If you listen widely to blues & blues inflected music, one theme that reemerges in various guises can be simply put: Ain't Satisfied. "Mississippi" John Hurt recorded a song by the name "Got the Blues (Can't Be Satisfied), where the singer tries whiskey, but it don't seem to satisfy him. So then he buys his gal "a great big diamond ring," then catches her fooling around, disavows her, breaks down his gun barrel, kills her, then cuts up her bedmate, and ends by saying that he "still ain't satisfied." I love the song, not just because John Hurt was a phenomenal guitar picker and performer, or because it shows the futility of changing the way you feel without changing the way you think. It is also powerful because it reflects something deeper about the bluesman's ethos, and about the nature of this country's people. First let me show you what I mean 'bout blues.

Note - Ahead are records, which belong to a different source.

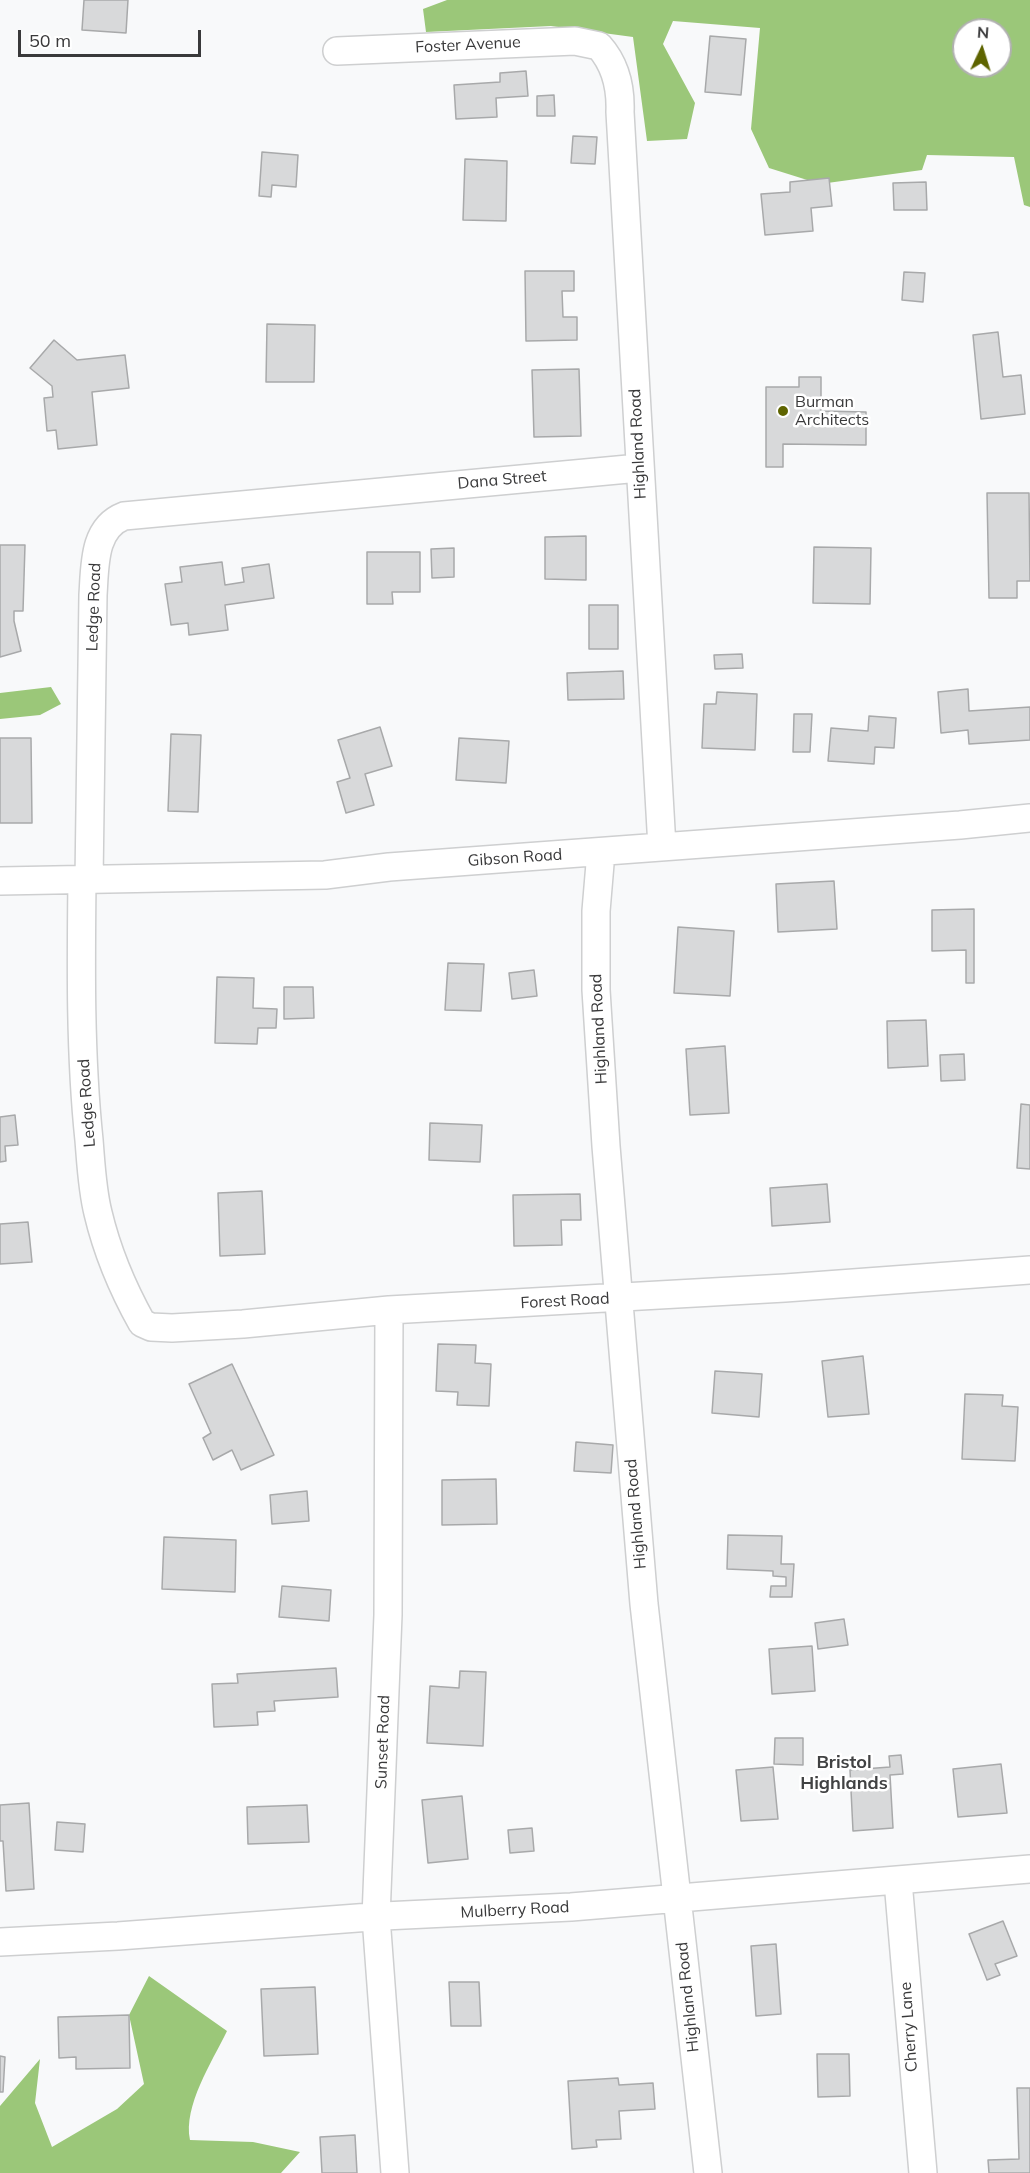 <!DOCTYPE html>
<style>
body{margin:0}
#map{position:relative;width:1030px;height:2173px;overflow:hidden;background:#f8f9fa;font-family:Mulish,sans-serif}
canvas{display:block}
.north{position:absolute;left:952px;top:18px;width:60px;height:60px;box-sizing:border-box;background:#fff;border:2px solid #b0b0b0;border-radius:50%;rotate:4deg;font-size:16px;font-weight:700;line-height:24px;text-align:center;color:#39393a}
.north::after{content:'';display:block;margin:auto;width:21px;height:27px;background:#5e6400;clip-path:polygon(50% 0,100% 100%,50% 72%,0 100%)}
.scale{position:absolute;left:18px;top:30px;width:183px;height:27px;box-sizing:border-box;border:3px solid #39393a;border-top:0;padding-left:8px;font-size:18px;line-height:21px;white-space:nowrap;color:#39393a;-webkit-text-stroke:4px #fff;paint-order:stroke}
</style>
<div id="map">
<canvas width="1030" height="2173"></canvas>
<div class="north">N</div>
<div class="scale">50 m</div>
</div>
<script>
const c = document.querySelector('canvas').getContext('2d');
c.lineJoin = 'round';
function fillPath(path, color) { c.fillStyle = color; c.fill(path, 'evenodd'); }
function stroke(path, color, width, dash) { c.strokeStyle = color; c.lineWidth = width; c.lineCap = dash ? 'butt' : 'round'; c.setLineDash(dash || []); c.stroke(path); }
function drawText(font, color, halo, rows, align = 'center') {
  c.font = font + ' Mulish,sans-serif'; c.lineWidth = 5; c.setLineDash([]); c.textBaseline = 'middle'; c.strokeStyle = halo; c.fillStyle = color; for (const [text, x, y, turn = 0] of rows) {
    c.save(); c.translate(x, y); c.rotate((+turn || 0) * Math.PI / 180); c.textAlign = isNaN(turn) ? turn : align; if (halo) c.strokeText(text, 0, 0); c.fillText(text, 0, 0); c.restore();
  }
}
fillPath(new Path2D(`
 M447 0H1030V207L1024 205 1014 157 927 155 922 170 820 184 769 168 751 129 760 28 673 21 663 44 695 103 687 139 647 141 633 37 551 26 426 32 423 9ZM964 30H1000V66H964Z
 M51 687 61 704 40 715 0 719V693Z
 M149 1976 227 2031C212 2062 183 2106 190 2140L253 2142 300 2152 281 2173H0V2106L40 2059 35 2103 52 2147 117 2109 144 2084 129 2015Z`), '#9bc779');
const building = new Path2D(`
 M84 0H128L126 33 82 30Z
 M710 36 746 39 741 95 705 92Z
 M526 71 528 96 496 98 497 117 456 119 454 85 500 82V73Z
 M554 95 555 116H537V96Z
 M573 136 597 137 595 164 571 163Z
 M262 152 298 155 296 187 272 185 271 197 259 196Z
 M465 159 507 161 506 221 463 220Z
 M829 178 832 206 811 208 813 231 765 235 761 194 790 192V182Z
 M926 182 927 210H894L893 183Z
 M525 271H574V291H562L563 317H577V340L526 341Z
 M904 272 925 273 923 302 902 300Z
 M267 324 315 325 314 382H266Z
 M998 332 1003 377 1021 375 1025 414 981 419 973 335Z
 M54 340 77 360 125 355 129 388 92 392 97 445 58 449 56 430 47 431 44 398 53 397 52 386 30 368Z
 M579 369 581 436 534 437 532 370Z
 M799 377H821V411L866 412V445L783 444V467H766V387H799Z
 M987 493H1029L1030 581H1017V598H989Z
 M586 536V580L545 579V537Z
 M0 545H25L23 611H14V621L21 651 0 657Z
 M814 547 871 548 870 604 813 603Z
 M454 548V577L432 578 431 549Z
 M367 552H420V592H392L393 604H367Z
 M222 562 225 585 244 582 242 568 269 564 274 598 225 605 228 630 189 635 188 623 171 625 165 584 182 582 180 567Z
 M589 605H618V649H589Z
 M742 654 743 668 715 669 714 655Z
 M623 671 624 699 568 700 567 673Z
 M968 689 969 711 1030 707V740L969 744 968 730 941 733 938 692Z
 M717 692 757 694 755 750 702 748 704 704H716Z
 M794 714H812L810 752H793Z
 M869 716 896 718 894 748 875 747 874 764 828 761 831 728 868 731Z
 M380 727 392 766 365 774 374 805 346 813 337 782 350 778 338 740Z
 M171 734 201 735 198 812 168 811Z
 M0 738H31L32 823H0Z
 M459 738 509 741 506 783 456 780Z
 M834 881 837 929 778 932 776 884Z
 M974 909V983H966V950L932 951V910Z
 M678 927 734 931 730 996 674 993Z
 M448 963 484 964 481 1011 445 1010Z
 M534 970 537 996 512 999 509 973Z
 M217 977 254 978 253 1008 277 1009 276 1028H258L257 1044 215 1043Z
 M284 987H313L314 1018 284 1019Z
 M926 1020 928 1066 888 1068 887 1021Z
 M725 1046 729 1113 690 1115 686 1049Z
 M964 1054 965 1080 941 1081 940 1055Z
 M1021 1104 1030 1105V1169L1017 1168Z
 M15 1115 18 1145 5 1146 6 1161 0 1162V1117Z
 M430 1123 482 1125 480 1162 429 1160Z
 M827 1184 830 1222 772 1226 770 1188Z
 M262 1191 265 1254 220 1256 218 1193Z
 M580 1194 581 1220H561L562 1245 514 1246 513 1195Z
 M28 1222 32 1262 0 1264V1224Z
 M438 1344 476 1345 475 1363 491 1364 489 1406 457 1405 458 1392 436 1391Z
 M863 1356 869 1414 828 1417 822 1361Z
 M232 1364 274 1455 241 1470 232 1450 213 1460 203 1438 211 1433 189 1384Z
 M715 1371 762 1374 759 1417 712 1413Z
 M965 1394 1003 1395 1002 1406 1018 1407 1015 1461 962 1459Z
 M576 1442 613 1445 611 1473 574 1471Z
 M496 1479 497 1524 442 1525V1480Z
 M307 1491 309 1521 272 1524 270 1495Z
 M728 1535 782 1536 781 1564H794L792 1597H770L771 1586H786V1577L773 1576V1571L727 1569Z
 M164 1537 236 1540 235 1592 162 1589Z
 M282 1586 331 1590 329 1621 279 1617Z
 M844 1619 848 1645 818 1649 815 1623Z
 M812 1646 815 1691 772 1694 769 1649Z
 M336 1668 338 1697 274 1701 275 1711 257 1712 258 1725 214 1727 212 1684 238 1683 237 1674Z
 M460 1671 486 1672 483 1746 427 1743 430 1686 459 1688Z
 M775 1738H803V1765L774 1764Z
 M901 1755 903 1774 890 1775 893 1828 853 1831 850 1770 890 1767 889 1756Z
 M1001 1764 1007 1813 958 1817 953 1769Z
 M773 1767 778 1819 741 1821 736 1770Z
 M462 1796 468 1859 428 1863 422 1800Z
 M29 1803 34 1889 6 1891 3 1841H0V1805Z
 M307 1805 309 1842 248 1844 247 1807Z
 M57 1822 85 1824 83 1852 55 1850Z
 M532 1828 534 1851 510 1853 508 1830Z
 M1003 1921 1017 1956 995 1964 1000 1975 987 1980 969 1934Z
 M776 1944 781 2014 756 2016 751 1946Z
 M449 1982H479L481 2026H451Z
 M315 1987 318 2054 264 2056 261 1989Z
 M129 2015 130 2068 76 2069V2057L59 2058 58 2017Z
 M817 2054H849L850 2096 818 2097Z
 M0 2056 5 2057 3 2092H0Z
 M618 2078 619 2085 653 2083 655 2109 619 2111 621 2139 596 2140 597 2147 572 2149 568 2081Z
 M1017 2088H1030V2173H989L988 2160 1019 2159Z
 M355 2135 357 2173H322L320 2137Z`);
fillPath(building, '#d8d9da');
stroke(building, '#a8a9aa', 1.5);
const street = new Path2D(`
 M337 51 575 41 599 46C616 65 621 87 620 112L662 847
 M601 852 596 911V990L606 1146 644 1604 708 2173
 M82 880C81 966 80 1054 89 1140 91 1164 92 1189 98 1213 107 1251 123 1289 142 1323L151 1327 172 1328 243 1324 389 1310 785 1288 1030 1270
 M89 880 93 595C95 566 93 528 124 516L639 468
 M0 881 325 875 389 867 960 825 1030 818
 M389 1310 388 1615 376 1917 395 2173
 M898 1881 923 2173
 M0 1942 118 1936 384 1916 571 1907 1030 1869`);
stroke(street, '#cecfd0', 30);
stroke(street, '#fff', 27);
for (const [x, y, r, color] of [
 [783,411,6,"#5e6400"]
]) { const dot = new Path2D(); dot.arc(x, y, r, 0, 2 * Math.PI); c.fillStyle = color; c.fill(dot); stroke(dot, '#fff', 2); }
drawText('16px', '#39393a', '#fff', [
 ["Foster Avenue",468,45,-3],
 ["Highland Road",638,444,-93],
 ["Dana Street",502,480,-5],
 ["Ledge Road",94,607,-88],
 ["Gibson Road",515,858,-4],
 ["Highland Road",599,1029,-93],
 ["Ledge Road",87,1103,-94],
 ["Forest Road",565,1301,-3],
 ["Highland Road",636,1514,-95],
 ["Sunset Road",383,1742,-88],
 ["Mulberry Road",515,1910,-3],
 ["Highland Road",688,1997,-96],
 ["Cherry Lane",909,2027,-94]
]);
drawText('16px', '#39393a', '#fff', [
 ["Burman",795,402],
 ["Architects",795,420]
], 'left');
drawText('bold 18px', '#414243', '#fff', [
 ["Bristol",844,1763],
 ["Highlands",844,1784]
]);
</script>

Many other seminal bluesmen & women touch on this theme--take Robert Johnson's immortal lines, "A man is like a prisoner, and he's never satisfied." It can be love, work, dreams, or many other experiences that prompt dissatisfaction in a soul. That feeling of restless disquiet is significant to me because in blues that I love, the feeling applies to the experiences conveyed by the music and the music itself--the blues musician constantly innovates; not because he's merely restless, not just because the act of performance allows him to transcend the draining embroilments of the lonesome world:

his innovation is an act of hope, it says, "I can make this better. Ain't satisfied yet, but I'm bound to strive for my personal vision of greatness--in my music and my life."

Obama gave a much-quoted and noted speech in Philadelphia last year, which is often called his "race" speech, but really had another theme running just as deep throughout it: a more perfect union. Obama is an effective politician because he is in many ways sensitive like a bluesman: he feels the urgent need in his audience (the country) for something that is lacking, and he has the passion and compassion to lead the audience to transcend wrenching struggles. Of course, he also has the necessary leadership tools, adaptable perspective, and patience to draw reality into the world he envisions. [That's a post for another day: exploring the way blues musicians are agile at shifting perspectives.]

It's not just that blues music tinges or saturates every genre of American song. In the restless spirit of the archetypal bluesman, the innovative jazz musician, a rock revolutionary like Hendrix or Dylan, the folksy mystic dynamism of Joni Mitchell, or the diabolical words of Immortal Technique, a common thread runs throughout; it is the belief that this world I see can be transformed for the better, and I'm damned if I won't do my part, and contribute to that betterment in my own way.

I still ain't satisfied, and don't believe I ever will be satisfied, and I probably wouldn't want it any other way. I love a heritage that instills a sense of visionary urgency and wry hopefulness in its people. This is the land where the recognition that it isn't and never will be perfect exists before the first word of the Constitution itself. It's the Preamble that states it: "We the people, in order to form a more perfect union..."

You ain't satisfied, so find that music and that way of living that makes you believe you're moving toward somewhere better than today's circumstance. That's a true blues life.